THE woman known as Patient X was never asked, nor did she give her consent, to have her plasma used for the production of anti D, nor was her doctor informed, the tribunal heard yesterday. She was infected with hepatitis C through a transfusion.
Another woman, Patient Y, whose infected plasma was also used, was infected through a transfusion in 1989. But she was not told of her infection until January of this year.
Over 863 Irish women who received anti D during pregnancy became infected with hepatitis C, said Mr James Nugent SC, counsel for the tribunal.
Patient X commenced plasma exchange treatment in Crumlin Hospital on September 28th, 1976. On November 4th that year she received a blood transfusion, to which she had a bad reaction.
"The blood transfusion itself would have meant she should not have been a donor," said Mr Nugent.
On November 17th she was diagnosed for infective hepatitis. Mr Nugent said her consultant gynaecologist, Dr Eamonn McGuinness, would give evidence that he told Dr Terry Walsh, chief medical consultant infective hepatitis.
Samples were sent to the specials investigation laboratory in the BTSB to see what might have caused Patient X's bad reaction. A test was done but nothing of significance turned up.
Mr Nugent explained that each test carried out would have a doctor's report attached. However, in this instance the doctor's report was missing.
Mrs Cecily Cunningham, principal biochemist with the BTSB, was told by Dr Walsh that the stocks made from Patient X's plasma were not to be used. This accounted for more than half of the stock of anti D available at the time.
In early December samples were sent to the Middlesex Hospital in London for testing.
The result was negative for hepatitis B. Dr Walsh gave Ms Cunningham the "all clear" to issue the anti D.
"It is clear now from the records that Patient X herself was infected with the hepatitis C virus in the course of her treatment," said Mr Nugent. The BTSB accepts it was "probable" that the supply to the Crumlin hospital was what infected Patient X.
Mr Nugent said that the Rotunda Hospital reported to the BTSB in July 1977 that three women who had anti D treatment from a certain batch had developed jaundice. A fourth person was also mentioned.
"The doctors of these patients were linking the anti D to the jaundice", said Mr Nugent.
Samples were sent to Middlesex Hospital for testing, and samples of every batch which contained Patient X's plasma. "It is clear that in July/August, 1977 the BTSB knew that Patient X was where the problem lay."
On July 25th or shortly before it Dr O'Riordan, the chief medical consultant, told Mrs Cunningham that she was not to use any of Patient X's plasma to make anti D.
However, he did not give her a direction not to issue the anti D which had already been made using Patient X's plasma.
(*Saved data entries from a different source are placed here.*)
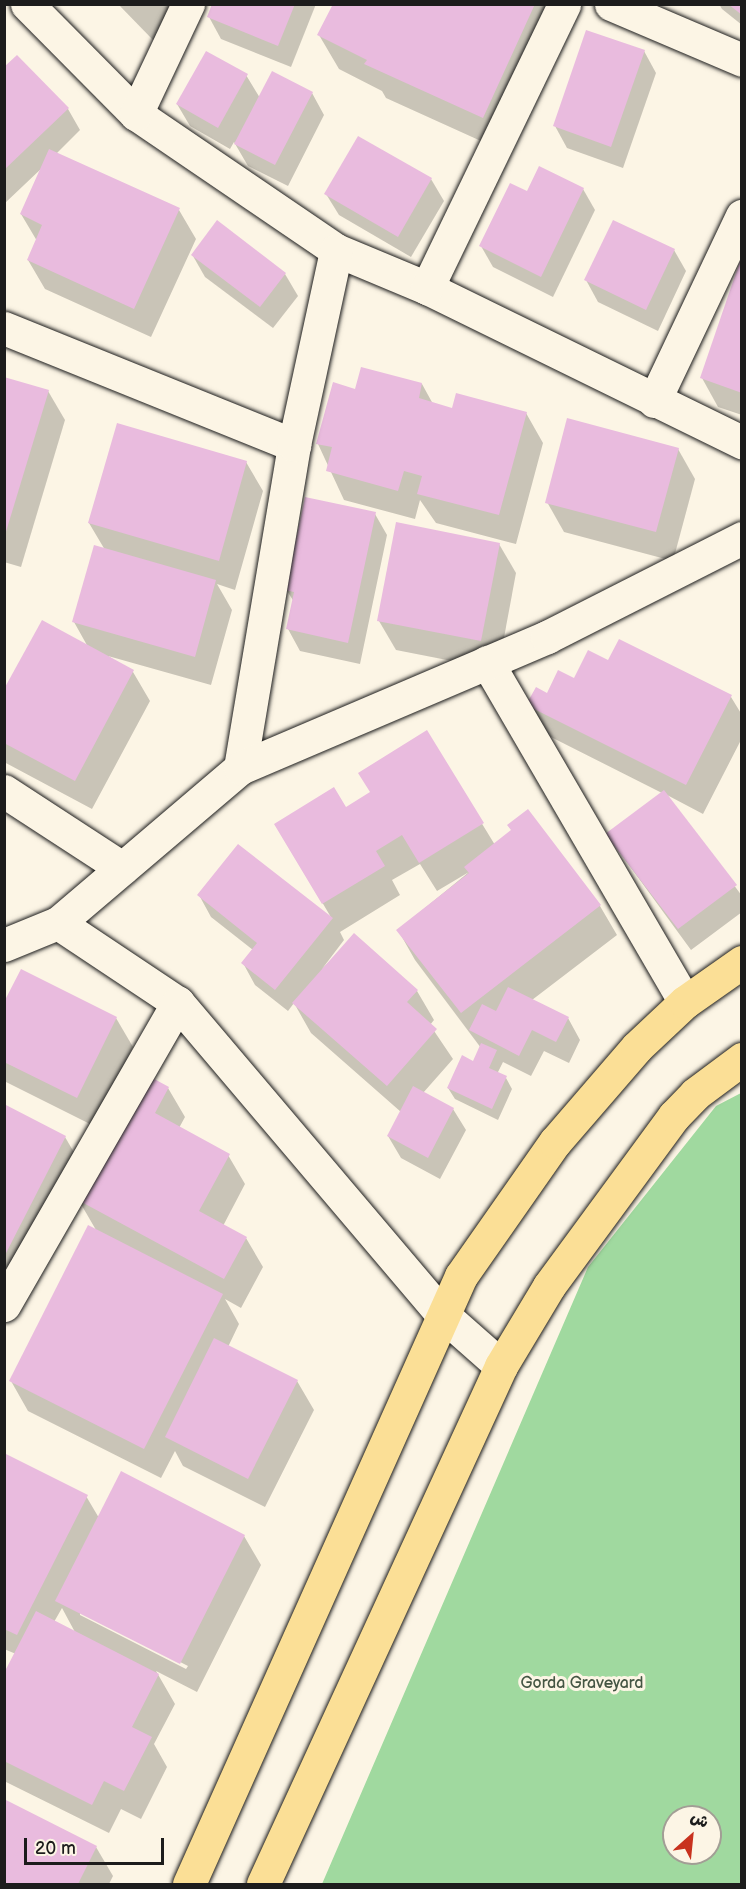 <!DOCTYPE html>
<html>
<head>
<meta charset="utf-8">
<style>
  body { margin:0 }
  #map { position:relative; width:746px; height:1889px; overflow:hidden; background:#fcf5e5; font-family:"Balsamiq Sans","Playpen Sans Arabic",sans-serif }
  div>[style] { position:absolute }
  [style*='--x'] { left:calc(var(--x)*1px); top:calc(var(--y)*1px); width:calc(var(--w)*1px); rotate:calc(var(--a)*1deg) }
  .green>* { inset:0; background:#a0d99f }
  .shadow>* { inset:0; background:#0003 }
  .building>* { inset:0; background:#e9bbde }
  .roads { filter:drop-shadow(0 0 2px #1c1c1c) drop-shadow(0 0 2px #1c1c1c) }
  .minor>* { height:33px; margin:-16.5px; padding:0 16.5px; transform-origin:16.5px; border-radius:16.5px; background:#fcf5e5 }
  .primary>* { height:33px; margin:-16.5px; padding:0 16.5px; transform-origin:16.5px; border-radius:16.5px; background:#fbdf96 }
  span { translate:-50% -50%; white-space:nowrap; text-align:center; line-height:1.15; -webkit-text-stroke:6px #fcf5e5; paint-order:stroke }
  .park-label { font-size:16px; color:#445543 }
  .frame { position:absolute; inset:0; border:6px solid #1c1c1c; pointer-events:none }
  .north { position:absolute; left:662px; top:1805px; width:60px; height:60px; box-sizing:border-box; background:#fcf5e5; border:2px solid #a29e95; border-radius:50%; rotate:27deg; font-size:16px; font-weight:700; line-height:24px; text-align:center; color:#1c1c1c }
  .north::after { content:''; display:block; margin:auto; width:21px; height:27px; background:#c8321e; clip-path:polygon(50% 0,100% 100%,50% 72%,0 100%) }
  .scale { position:absolute; left:24px; top:1838px; width:140px; height:27px; box-sizing:border-box; border:3px solid #1c1c1c; border-top:0; padding-left:8px; font-size:18px; line-height:21px; white-space:nowrap; color:#1c1c1c; -webkit-text-stroke:4px #fcf5e5; paint-order:stroke }
</style>
</head>
<body>
<div id="map">
  <div class="green">
    <i style="clip-path:polygon(evenodd,741px 1093px,741px 1884px,322px 1884px,588px 1267px,716px 1106px,741px 1093px,674px 1817px,710px 1817px,710px 1853px,674px 1853px,674px 1817px)"></i>
  </div>
  <div class="shadow">
    <i style="clip-path:polygon(118px 4px,189px 4px,153px 40px)"></i>
    <i style="clip-path:polygon(214px 4px,316px 4px,291px 67px,221px 39px,209px 17px)"></i>
    <i style="clip-path:polygon(335px 4px,570px 4px,503px 151px,386px 98px,382px 91px,339px 69px,319px 35px)"></i>
    <i style="clip-path:polygon(719px 4px,742px 4px,742px 25px,722px 9px)"></i>
    <i style="clip-path:polygon(644px 51px,656px 73px,623px 168px,567px 148px,555px 126px)"></i>
    <i style="clip-path:polygon(4px 69px,68px 109px,80px 130px,56px 154px,179px 210px,196px 239px,151px 337px,45px 289px,28px 260px,37px 241px,21px 214px,43px 167px,4px 204px)"></i>
    <i style="clip-path:polygon(246px 75px,260px 98px,312px 93px,324px 115px,288px 186px,248px 166px,234px 142px,230px 149px,190px 126px,177px 104px)"></i>
    <i style="clip-path:polygon(359px 138px,431px 179px,444px 201px,411px 257px,339px 215px,326px 194px)"></i>
    <i style="clip-path:polygon(583px 189px,595px 210px,553px 297px,493px 267px,481px 246px)"></i>
    <i style="clip-path:polygon(217px 223px,285px 274px,298px 296px,273px 328px,205px 277px,193px 256px)"></i>
    <i style="clip-path:polygon(674px 250px,686px 271px,658px 331px,598px 302px,586px 280px)"></i>
    <i style="clip-path:polygon(742px 262px,742px 415px,718px 407px,702px 378px)"></i>
    <i style="clip-path:polygon(4px 378px,48px 391px,65px 420px,21px 567px,4px 562px)"></i>
    <i style="clip-path:polygon(422px 384px,433px 404px,454px 410px,526px 413px,543px 443px,516px 544px,436px 523px,420px 500px,415px 519px,344px 500px,318px 444px,356px 390px)"></i>
    <i style="clip-path:polygon(678px 449px,695px 479px,673px 561px,564px 532px,547px 502px)"></i>
    <i style="clip-path:polygon(246px 462px,263px 491px,235px 590px,217px 584px,232px 610px,211px 685px,108px 656px,133px 672px,150px 701px,92px 809px,4px 762px,4px 692px,88px 647px,74px 622px,105px 550px,89px 523px)"></i>
    <i style="clip-path:polygon(375px 514px,387px 535px,360px 664px,300px 651px,288px 629px,294px 602px,286px 589px)"></i>
    <i style="clip-path:polygon(499px 544px,516px 573px,498px 670px,396px 650px,379px 621px)"></i>
    <i style="clip-path:polygon(609px 662px,731px 697px,742px 715px,742px 738px,703px 814px,667px 795px,742px 896px,742px 912px,691px 950px,607px 835px,662px 793px,545px 734px,528px 705px)"></i>
    <i style="clip-path:polygon(426px 732px,495px 845px,600px 906px,617px 935px,532px 1000px,568px 1018px,580px 1040px,569px 1063px,544px 1051px,531px 1076px,503px 1062px,497px 1074px,506px 1078px,512px 1089px,498px 1120px,455px 1099px,448px 1088px,474px 1063px,481px 1048px,415px 960px,398px 930px,469px 872px,437px 891px,420px 864px,392px 880px,400px 895px,340px 932px,344px 940px,322px 969px,355px 935px,417px 991px,434px 1020px,430px 1025px,453px 1059px,423px 1093px,453px 1109px,466px 1130px,440px 1179px,401px 1158px,388px 1136px,401px 1112px,311px 1033px,294px 1003px,288px 1011px,255px 985px,243px 963px,253px 950px,211px 917px,199px 895px,332px 919px,293px 853px,345px 809px,371px 793px)"></i>
    <i style="clip-path:polygon(4px 1006px,116px 1018px,133px 1047px,94px 1126px,4px 1081px)"></i>
    <i style="clip-path:polygon(168px 1088px,185px 1117px,179px 1128px,228px 1155px,245px 1184px,223px 1226px,246px 1238px,263px 1267px,241px 1308px,225px 1299px,239px 1324px,228px 1347px,297px 1381px,314px 1410px,265px 1507px,183px 1466px,175px 1451px,161px 1478px,28px 1411px,11px 1381px,96px 1230px,78px 1199px)"></i>
    <i style="clip-path:polygon(4px 1106px,65px 1137px,82px 1166px,4px 1307px)"></i>
    <i style="clip-path:polygon(evenodd,4px 1455px,86px 1496px,99px 1518px,244px 1536px,261px 1565px,197px 1692px,156px 1671px,175px 1704px,154px 1744px,167px 1767px,141px 1819px,121px 1809px,109px 1833px,4px 1781px,4px 1673px,16px 1654px,4px 1649px,4px 1455px,62px 1608px,76px 1634px,54px 1622px,62px 1608px,4px 1455px,80px 1611px,188px 1666px,186px 1669px,80px 1615px,80px 1611px)"></i>
    <i style="clip-path:polygon(4px 1800px,96px 1847px,113px 1876px,109px 1884px,4px 1884px)"></i>
  </div>
  <div class="building">
    <i style="clip-path:polygon(212px 4px,295px 4px,278px 46px,207px 17px)"></i>
    <i style="clip-path:polygon(333px 4px,535px 4px,483px 118px,364px 64px,367px 60px,317px 35px)"></i>
    <i style="clip-path:polygon(728px 4px,742px 4px,742px 15px)"></i>
    <i style="clip-path:polygon(586px 30px,645px 50px,611px 147px,553px 126px)"></i>
    <i style="clip-path:polygon(206px 51px,248px 74px,218px 128px,176px 104px)"></i>
    <i style="clip-path:polygon(17px 55px,69px 108px,4px 170px,4px 67px)"></i>
    <i style="clip-path:polygon(272px 71px,313px 92px,275px 165px,234px 144px)"></i>
    <i style="clip-path:polygon(358px 136px,432px 178px,398px 237px,324px 194px)"></i>
    <i style="clip-path:polygon(49px 149px,180px 208px,134px 309px,27px 260px,42px 225px,20px 214px)"></i>
    <i style="clip-path:polygon(539px 166px,584px 188px,541px 277px,479px 246px,510px 183px,527px 191px)"></i>
    <i style="clip-path:polygon(217px 220px,286px 273px,260px 307px,191px 255px)"></i>
    <i style="clip-path:polygon(613px 220px,675px 249px,646px 310px,584px 280px)"></i>
    <i style="clip-path:polygon(741px 258px,742px 258px,742px 393px,700px 378px)"></i>
    <i style="clip-path:polygon(361px 367px,422px 383px,419px 398px,452px 408px,456px 393px,527px 412px,499px 515px,417px 494px,422px 476px,404px 471px,398px 491px,326px 471px,332px 447px,316px 444px,333px 382px,355px 389px)"></i>
    <i style="clip-path:polygon(4px 377px,49px 390px,5px 535px,4px 535px)"></i>
    <i style="clip-path:polygon(567px 418px,679px 448px,656px 532px,545px 503px)"></i>
    <i style="clip-path:polygon(117px 423px,247px 461px,219px 561px,88px 523px)"></i>
    <i style="clip-path:polygon(305px 497px,376px 512px,348px 643px,286px 629px,294px 592px,285px 590px)"></i>
    <i style="clip-path:polygon(396px 522px,500px 543px,481px 641px,377px 621px)"></i>
    <i style="clip-path:polygon(94px 545px,216px 580px,195px 657px,72px 622px)"></i>
    <i style="clip-path:polygon(42px 620px,134px 670px,75px 781px,4px 743px,4px 689px)"></i>
    <i style="clip-path:polygon(619px 639px,732px 695px,686px 785px,526px 705px,536px 687px,547px 693px,558px 670px,574px 678px,588px 650px,608px 660px)"></i>
    <i style="clip-path:polygon(427px 730px,484px 823px,419px 863px,402px 835px,376px 851px,385px 866px,322px 904px,274px 824px,334px 787px,346px 807px,370px 792px,358px 773px)"></i>
    <i style="clip-path:polygon(664px 790px,737px 885px,678px 929px,605px 834px)"></i>
    <i style="clip-path:polygon(528px 809px,601px 905px,461px 1013px,396px 930px,469px 873px,464px 867px,511px 830px,507px 825px)"></i>
    <i style="clip-path:polygon(238px 844px,333px 918px,275px 990px,241px 963px,257px 943px,197px 895px)"></i>
    <i style="clip-path:polygon(354px 933px,418px 990px,407px 1002px,437px 1029px,387px 1086px,292px 1003px)"></i>
    <i style="clip-path:polygon(21px 969px,117px 1017px,77px 1098px,4px 1062px,4px 1002px)"></i>
    <i style="clip-path:polygon(508px 987px,569px 1017px,556px 1042px,532px 1030px,519px 1056px,469px 1030px,482px 1004px,496px 1011px)"></i>
    <i style="clip-path:polygon(481px 1043px,497px 1050px,489px 1068px,507px 1076px,492px 1109px,447px 1088px,462px 1055px,473px 1061px)"></i>
    <i style="clip-path:polygon(145px 1074px,169px 1087px,155px 1113px,230px 1154px,199px 1211px,247px 1237px,224px 1279px,76px 1199px)"></i>
    <i style="clip-path:polygon(413px 1086px,454px 1108px,428px 1158px,387px 1136px)"></i>
    <i style="clip-path:polygon(4px 1104px,66px 1136px,4px 1257px)"></i>
    <i style="clip-path:polygon(88px 1225px,223px 1294px,144px 1449px,9px 1381px)"></i>
    <i style="clip-path:polygon(214px 1338px,298px 1380px,248px 1479px,165px 1437px)"></i>
    <i style="clip-path:polygon(4px 1453px,88px 1495px,17px 1635px,4px 1629px)"></i>
    <i style="clip-path:polygon(121px 1471px,245px 1535px,180px 1664px,55px 1601px)"></i>
    <i style="clip-path:polygon(36px 1611px,159px 1674px,132px 1727px,152px 1737px,124px 1791px,104px 1781px,92px 1805px,4px 1761px,4px 1673px)"></i>
    <i style="clip-path:polygon(4px 1799px,97px 1846px,78px 1884px,4px 1884px)"></i>
  </div>
  <div class="roads">
    <div class="minor">
      <i style="--x:27;--y:4;--w:155;--a:45.3"></i>
      <i style="--x:136;--y:114;--w:242;--a:34.2"></i>
      <i style="--x:336;--y:250;--w:99;--a:22.7"></i>
      <i style="--x:427;--y:288;--w:351;--a:26.1"></i>
      <i style="--x:611;--y:4;--w:142;--a:23.1"></i>
      <i style="--x:136;--y:114;--w:122;--a:-64.7"></i>
      <i style="--x:427;--y:288;--w:315;--a:-64.2"></i>
      <i style="--x:4;--y:328;--w:313;--a:22"></i>
      <i style="--x:654;--y:401;--w:205;--a:-64.6"></i>
      <i style="--x:487;--y:662;--w:393;--a:59.8"></i>
      <i style="--x:240;--y:768;--w:327;--a:-80.5"></i>
      <i style="--x:294;--y:445;--w:199;--a:-77.8"></i>
      <i style="--x:4;--y:791;--w:141;--a:33.1"></i>
      <i style="--x:58;--y:923;--w:144;--a:33.7"></i>
      <i style="--x:178;--y:1003;--w:407;--a:49.7"></i>
      <i style="--x:441;--y:1313;--w:80;--a:41.5"></i>
      <i style="--x:4;--y:945;--w:58;--a:-22.2"></i>
      <i style="--x:58;--y:923;--w:239;--a:-40.4"></i>
      <i style="--x:240;--y:768;--w:334;--a:-23.1"></i>
      <i style="--x:547;--y:637;--w:219;--a:-26.9"></i>
      <i style="--x:4;--y:1305;--w:349;--a:-60.1"></i>
    </div>
    <div class="primary">
      <i style="--x:189;--y:1884;--w:666;--a:-65.9"></i>
      <i style="--x:461;--y:1276;--w:164;--a:-55"></i>
      <i style="--x:555;--y:1142;--w:125;--a:-49.2"></i>
      <i style="--x:637;--y:1047;--w:66;--a:-43.2"></i>
      <i style="--x:685;--y:1002;--w:70;--a:-35.1"></i>
      <i style="--x:263;--y:1884;--w:570;--a:-65.32"></i>
      <i style="--x:501;--y:1366;--w:93;--a:-59"></i>
      <i style="--x:549;--y:1286;--w:211;--a:-53.7"></i>
      <i style="--x:674;--y:1116;--w:30;--a:-46"></i>
      <i style="--x:695;--y:1094;--w:59;--a:-36.7"></i>
    </div>
  </div>
  <div class="park-label">
    <span style="left:582px;top:1684px">Gorda Graveyard</span>
  </div>
  <div class="frame"></div>
  <div class="north">ش</div>
  <div class="scale">20 m</div>
</div>
</body>
</html>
It was significant that at the time of the scare the only person to whom the BTSB turned its attention was Patient X, he said.
"While they were sending the samples to London for testing 596 doses of anti D were issued to various hospitals and nursing homes around the country."
At the time the BTSB's stock sheets show that of the 2,911 doses of anti D in stock, only 928 did not contain Patient X's plasma.
Word came back from London that the tests were negative. Mr Nugent said that a letter from Professor D.S. Dane of Middlesex Hospital showed he "clearly left there was something amiss".
But the BTSB continued to issue anti D.
On November 5th, 1977 Mrs Brigid McCole, who died earlier this year, received a dose of antiD which "ultimately led to her death".
Patient Y began plasma exchange treatment in 1989 at St James's Hospital. It appears that on September 13th, 1989, she received a unit of plasma which it is "now reasonably clear" was itself infected with hepatitis C.
Following that, 12 further donations of plasma were taken from her but were then frozen.
In February 1991, it appeared, Ms Cunningham sent a memo to Dr Walsh indicating that she wanted to use this plasma and asked that Patient Y be contacted so that she could be tested for HIV and hepatitis C.
It was clear from the record that without waiting for clearance she went ahead and made the anti D using Patient Y's plasma.
In July 1991 Dr Walsh told Ms Cunningham that all the donors to Patient Y's batch had been infected. But it was not until November 8th, 1991 that Patient Y presented herself to be tested.
"It is alarming to note that they knew she was infected but that nobody told her. It was not until she presented herself for further donations on January 10th, 1996 that she discovered," said Mr Nugent.